4eme marches citoyennes de Saint-Paul

Hier, lors d’une longue série de questions/réponses avec les Saint-pauliens, j’ai essayé de dire pourquoi le participatif était aujourd’hui incontournable.

  1. L’homme a changé. Plus éduqué, plus informé, plus conscient de lui-même, de sa différence, de sa valeur, plus habitué à s’exprimer sur les évènements du monde, il ne peut plus rester le spectateur passif de la politique. Le participatif est une façon de ne pas frustrer ceux qui veulent s’exprimer. Plus ils seront nombreux, plus le participatif sera incontournable. Les jeunes habitués à l’interactivité du net arrivent et ne connaissent rien d’autre que le participatif. Il faudra aller dans leur sens ou se heurter à leur volonté.
  2. La méthode participative, en s’appuyant sur l’intelligence collective, est la plus apte à résoudre les problèmes complexes. Elle est particulièrement adaptée quand nous n’avons pas de solution. Plus le monde est complexe, plus le participatif est nécessaire.
  3. La nature est elle-même massivement participative (l’auto-organisation étant la forme idéale de la participation). En étant participatif, en fonctionnant comme elle, nous avons plus de chances d’être en harmonie avec elle, donc moins de chance de la saccager.
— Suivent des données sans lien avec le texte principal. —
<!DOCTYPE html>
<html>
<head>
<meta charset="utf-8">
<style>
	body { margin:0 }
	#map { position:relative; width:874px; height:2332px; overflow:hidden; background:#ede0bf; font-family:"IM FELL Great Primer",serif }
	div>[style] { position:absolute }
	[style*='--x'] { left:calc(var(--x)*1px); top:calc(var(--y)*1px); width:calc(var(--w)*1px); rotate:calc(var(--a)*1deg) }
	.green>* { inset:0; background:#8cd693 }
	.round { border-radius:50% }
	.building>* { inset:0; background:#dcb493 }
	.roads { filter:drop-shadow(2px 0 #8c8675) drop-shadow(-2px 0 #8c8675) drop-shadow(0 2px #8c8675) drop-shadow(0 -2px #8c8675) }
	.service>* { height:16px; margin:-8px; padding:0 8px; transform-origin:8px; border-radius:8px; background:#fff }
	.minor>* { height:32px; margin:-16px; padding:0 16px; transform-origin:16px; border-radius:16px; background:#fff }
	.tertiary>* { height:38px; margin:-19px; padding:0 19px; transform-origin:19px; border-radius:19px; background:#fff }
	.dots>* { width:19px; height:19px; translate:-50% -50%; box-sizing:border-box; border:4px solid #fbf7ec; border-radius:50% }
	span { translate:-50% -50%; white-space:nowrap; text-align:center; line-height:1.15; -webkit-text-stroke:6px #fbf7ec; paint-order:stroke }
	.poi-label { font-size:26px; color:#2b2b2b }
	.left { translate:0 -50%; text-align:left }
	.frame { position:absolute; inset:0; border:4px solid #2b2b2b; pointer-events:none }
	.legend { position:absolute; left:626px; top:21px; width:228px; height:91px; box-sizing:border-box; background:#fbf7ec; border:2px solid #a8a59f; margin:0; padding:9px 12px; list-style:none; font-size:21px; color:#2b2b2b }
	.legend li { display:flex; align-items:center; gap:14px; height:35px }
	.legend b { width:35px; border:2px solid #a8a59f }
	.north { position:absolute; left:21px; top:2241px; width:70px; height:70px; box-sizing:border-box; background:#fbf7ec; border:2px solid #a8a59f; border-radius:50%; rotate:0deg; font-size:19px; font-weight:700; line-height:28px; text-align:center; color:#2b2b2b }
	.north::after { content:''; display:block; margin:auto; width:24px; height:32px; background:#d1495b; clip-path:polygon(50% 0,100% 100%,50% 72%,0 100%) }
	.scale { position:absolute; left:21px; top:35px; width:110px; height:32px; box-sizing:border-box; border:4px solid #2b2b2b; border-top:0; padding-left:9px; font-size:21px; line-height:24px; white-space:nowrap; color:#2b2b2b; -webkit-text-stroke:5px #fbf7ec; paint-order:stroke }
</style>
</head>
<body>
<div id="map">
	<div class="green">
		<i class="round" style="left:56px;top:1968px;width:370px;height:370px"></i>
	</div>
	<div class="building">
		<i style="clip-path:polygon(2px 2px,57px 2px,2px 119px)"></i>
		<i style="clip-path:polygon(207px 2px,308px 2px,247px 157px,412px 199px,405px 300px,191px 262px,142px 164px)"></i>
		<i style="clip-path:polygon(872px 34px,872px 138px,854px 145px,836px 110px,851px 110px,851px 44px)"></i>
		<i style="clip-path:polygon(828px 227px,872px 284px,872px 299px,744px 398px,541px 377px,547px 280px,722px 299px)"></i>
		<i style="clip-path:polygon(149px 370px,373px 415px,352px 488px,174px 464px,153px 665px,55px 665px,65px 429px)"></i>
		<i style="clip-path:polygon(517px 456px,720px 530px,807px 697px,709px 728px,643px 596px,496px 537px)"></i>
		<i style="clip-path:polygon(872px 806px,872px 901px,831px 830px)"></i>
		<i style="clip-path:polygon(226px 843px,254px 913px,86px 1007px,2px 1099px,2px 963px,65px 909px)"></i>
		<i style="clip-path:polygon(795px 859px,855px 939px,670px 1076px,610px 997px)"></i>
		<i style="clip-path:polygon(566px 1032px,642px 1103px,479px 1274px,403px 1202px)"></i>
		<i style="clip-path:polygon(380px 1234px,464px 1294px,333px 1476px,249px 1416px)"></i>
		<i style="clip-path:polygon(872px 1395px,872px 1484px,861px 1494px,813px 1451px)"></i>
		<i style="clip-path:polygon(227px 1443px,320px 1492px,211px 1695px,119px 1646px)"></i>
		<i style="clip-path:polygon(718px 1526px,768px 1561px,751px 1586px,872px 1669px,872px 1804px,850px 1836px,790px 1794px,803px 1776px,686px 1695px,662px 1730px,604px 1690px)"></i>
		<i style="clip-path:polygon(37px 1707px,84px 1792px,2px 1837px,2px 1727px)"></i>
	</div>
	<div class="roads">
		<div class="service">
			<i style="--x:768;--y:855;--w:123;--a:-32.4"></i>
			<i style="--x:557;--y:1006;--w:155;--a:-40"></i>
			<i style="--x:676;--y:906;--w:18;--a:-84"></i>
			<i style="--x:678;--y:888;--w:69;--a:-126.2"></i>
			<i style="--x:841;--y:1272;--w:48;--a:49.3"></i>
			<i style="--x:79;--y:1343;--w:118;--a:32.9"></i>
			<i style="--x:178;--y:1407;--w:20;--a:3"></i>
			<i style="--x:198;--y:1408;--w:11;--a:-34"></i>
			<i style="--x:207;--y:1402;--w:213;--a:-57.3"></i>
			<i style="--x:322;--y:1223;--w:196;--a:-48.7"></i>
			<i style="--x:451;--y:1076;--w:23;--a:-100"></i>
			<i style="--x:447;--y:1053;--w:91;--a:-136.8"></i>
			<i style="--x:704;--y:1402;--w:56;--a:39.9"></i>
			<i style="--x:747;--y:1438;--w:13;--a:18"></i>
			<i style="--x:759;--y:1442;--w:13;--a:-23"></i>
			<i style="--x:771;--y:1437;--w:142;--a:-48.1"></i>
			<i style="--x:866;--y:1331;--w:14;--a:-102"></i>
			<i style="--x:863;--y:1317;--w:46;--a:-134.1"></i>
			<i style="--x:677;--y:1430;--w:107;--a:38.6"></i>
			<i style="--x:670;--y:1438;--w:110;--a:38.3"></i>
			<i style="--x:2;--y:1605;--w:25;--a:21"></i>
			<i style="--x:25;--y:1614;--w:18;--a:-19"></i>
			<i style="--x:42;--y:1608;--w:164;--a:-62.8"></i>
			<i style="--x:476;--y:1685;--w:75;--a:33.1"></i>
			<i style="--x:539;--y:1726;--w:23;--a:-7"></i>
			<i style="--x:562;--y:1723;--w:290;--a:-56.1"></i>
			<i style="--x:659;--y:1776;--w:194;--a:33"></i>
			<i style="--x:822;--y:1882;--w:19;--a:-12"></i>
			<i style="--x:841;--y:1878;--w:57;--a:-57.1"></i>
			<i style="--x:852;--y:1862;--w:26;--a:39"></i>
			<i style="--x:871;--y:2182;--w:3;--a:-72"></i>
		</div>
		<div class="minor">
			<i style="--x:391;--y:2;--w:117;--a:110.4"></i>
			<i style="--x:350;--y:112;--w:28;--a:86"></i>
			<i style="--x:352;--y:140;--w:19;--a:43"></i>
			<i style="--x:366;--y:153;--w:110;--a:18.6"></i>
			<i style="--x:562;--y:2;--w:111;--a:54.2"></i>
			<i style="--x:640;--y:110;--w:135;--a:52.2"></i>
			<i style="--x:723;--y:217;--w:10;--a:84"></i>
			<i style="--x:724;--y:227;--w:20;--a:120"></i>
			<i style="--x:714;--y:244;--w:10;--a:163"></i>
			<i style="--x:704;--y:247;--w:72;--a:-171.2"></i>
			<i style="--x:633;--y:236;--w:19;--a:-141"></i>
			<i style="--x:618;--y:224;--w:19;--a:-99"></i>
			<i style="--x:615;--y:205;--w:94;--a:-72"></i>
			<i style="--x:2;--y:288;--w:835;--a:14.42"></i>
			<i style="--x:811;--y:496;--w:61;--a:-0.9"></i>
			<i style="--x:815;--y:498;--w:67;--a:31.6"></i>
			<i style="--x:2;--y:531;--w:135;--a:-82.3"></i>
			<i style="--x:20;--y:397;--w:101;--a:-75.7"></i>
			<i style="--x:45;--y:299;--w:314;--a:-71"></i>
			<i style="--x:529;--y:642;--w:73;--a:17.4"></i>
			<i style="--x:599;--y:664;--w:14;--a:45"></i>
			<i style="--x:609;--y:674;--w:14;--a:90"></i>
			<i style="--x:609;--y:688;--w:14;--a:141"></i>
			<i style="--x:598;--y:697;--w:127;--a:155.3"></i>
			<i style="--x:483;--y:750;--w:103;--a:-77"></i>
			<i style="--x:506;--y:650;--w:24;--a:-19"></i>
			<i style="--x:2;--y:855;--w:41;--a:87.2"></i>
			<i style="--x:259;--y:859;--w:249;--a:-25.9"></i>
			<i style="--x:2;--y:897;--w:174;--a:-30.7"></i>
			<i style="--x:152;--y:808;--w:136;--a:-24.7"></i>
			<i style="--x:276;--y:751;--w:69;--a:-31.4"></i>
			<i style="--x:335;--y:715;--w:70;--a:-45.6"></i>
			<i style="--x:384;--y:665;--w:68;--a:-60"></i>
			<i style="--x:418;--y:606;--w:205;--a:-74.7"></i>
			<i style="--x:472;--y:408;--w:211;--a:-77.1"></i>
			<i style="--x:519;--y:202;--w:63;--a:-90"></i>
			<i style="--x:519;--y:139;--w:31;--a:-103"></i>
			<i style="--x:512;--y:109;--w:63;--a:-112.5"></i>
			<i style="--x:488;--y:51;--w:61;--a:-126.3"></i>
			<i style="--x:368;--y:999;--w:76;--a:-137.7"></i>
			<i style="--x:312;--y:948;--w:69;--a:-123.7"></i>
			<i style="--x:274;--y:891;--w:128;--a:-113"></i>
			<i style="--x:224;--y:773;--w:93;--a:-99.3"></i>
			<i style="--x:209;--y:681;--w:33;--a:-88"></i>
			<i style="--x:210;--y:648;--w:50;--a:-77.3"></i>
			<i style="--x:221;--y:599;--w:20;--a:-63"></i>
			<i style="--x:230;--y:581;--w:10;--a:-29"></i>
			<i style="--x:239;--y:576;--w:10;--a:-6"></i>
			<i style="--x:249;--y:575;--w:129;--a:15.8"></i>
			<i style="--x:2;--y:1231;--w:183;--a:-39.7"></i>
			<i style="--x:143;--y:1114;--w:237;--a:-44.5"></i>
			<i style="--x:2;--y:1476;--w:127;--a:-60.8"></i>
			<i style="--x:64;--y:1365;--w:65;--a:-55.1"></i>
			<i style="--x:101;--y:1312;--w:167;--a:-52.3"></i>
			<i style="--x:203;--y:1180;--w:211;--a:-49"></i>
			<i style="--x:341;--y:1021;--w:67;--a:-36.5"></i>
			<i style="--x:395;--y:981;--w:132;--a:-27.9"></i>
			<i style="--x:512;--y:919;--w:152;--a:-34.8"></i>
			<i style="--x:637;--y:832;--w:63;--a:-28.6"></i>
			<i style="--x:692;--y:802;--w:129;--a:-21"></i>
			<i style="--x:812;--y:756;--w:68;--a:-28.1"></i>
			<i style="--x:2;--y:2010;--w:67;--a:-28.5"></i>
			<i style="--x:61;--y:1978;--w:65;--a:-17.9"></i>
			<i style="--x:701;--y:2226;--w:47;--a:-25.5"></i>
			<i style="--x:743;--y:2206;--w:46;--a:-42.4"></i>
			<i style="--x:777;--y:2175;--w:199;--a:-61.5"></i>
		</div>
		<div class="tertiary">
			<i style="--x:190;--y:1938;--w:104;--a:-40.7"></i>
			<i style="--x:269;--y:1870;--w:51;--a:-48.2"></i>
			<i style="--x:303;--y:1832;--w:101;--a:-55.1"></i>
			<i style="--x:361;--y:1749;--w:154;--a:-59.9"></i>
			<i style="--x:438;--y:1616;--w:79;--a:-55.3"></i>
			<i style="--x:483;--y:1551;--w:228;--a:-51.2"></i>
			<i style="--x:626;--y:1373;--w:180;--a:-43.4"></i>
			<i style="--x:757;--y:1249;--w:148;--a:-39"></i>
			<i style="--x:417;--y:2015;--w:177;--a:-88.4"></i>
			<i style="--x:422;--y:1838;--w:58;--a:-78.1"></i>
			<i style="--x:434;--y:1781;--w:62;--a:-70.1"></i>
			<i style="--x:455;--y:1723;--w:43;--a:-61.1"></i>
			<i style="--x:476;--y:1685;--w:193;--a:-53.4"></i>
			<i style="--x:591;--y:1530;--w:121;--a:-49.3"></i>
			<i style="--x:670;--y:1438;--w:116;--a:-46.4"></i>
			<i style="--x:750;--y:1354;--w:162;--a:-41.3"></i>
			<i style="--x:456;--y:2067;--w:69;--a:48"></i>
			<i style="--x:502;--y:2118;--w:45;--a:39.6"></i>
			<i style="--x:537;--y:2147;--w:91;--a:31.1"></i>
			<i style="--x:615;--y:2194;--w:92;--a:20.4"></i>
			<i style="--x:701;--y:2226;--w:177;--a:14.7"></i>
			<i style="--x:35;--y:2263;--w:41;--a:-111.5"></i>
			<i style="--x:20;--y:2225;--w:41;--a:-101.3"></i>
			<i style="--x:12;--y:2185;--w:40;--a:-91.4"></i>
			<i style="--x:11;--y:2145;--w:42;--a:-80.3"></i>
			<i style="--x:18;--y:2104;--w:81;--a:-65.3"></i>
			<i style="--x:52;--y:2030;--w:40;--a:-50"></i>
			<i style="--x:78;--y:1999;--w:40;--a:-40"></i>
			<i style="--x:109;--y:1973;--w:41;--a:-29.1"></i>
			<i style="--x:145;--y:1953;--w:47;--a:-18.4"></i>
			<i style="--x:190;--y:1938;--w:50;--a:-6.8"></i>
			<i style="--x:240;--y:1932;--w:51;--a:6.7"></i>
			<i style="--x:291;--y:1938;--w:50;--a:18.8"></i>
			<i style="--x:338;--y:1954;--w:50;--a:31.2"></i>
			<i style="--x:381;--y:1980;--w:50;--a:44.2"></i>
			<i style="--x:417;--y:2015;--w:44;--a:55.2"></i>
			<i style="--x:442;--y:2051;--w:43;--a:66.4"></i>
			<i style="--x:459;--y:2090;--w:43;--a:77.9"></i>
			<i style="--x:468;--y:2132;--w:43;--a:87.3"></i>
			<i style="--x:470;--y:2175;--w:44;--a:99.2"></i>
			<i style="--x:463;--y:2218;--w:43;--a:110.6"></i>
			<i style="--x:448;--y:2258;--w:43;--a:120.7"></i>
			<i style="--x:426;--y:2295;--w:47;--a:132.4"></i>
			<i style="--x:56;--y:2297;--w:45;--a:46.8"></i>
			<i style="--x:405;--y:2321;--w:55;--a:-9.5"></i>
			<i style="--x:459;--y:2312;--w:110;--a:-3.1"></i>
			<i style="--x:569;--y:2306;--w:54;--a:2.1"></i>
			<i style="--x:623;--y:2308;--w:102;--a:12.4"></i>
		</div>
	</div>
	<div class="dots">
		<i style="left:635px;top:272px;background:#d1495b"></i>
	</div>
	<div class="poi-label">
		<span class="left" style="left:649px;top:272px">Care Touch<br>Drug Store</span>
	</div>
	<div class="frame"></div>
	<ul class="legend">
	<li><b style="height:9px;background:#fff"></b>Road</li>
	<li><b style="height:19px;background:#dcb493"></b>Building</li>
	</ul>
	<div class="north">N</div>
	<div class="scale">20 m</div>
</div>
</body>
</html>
Nous n’avons guère d’autres choix alors que, par notre nombre, notre impact sur la biosphère est sans précédent.
  4. Le participatif est déjà à l’œuvre dans nos villes, nos familles, nos équipes sportives… Il est déjà la forme d’organisation sociale la plus largement employée. Nous avons juste besoin de l’étendre aux domaines qui, un temps, ont profité de la méthode pyramidale et autoritaire.
  5. Le participatif implique la durabilité. Si les citoyens décident collégialement où un nouveau gymnase sera construit, s’ils en définissent l’aspect, les modalités de fonctionnement, il devrait les satisfaire mieux que si on le leur avait imposé. Nous sommes moins prompts à jeter quelque chose qui nous satisfait. Un gymnase issu d’un processus participatif devrait être plus durable. Le participatif est la seule approche qui saura satisfaire l’objectif de durabilité que la société semble désireuse d’adopter.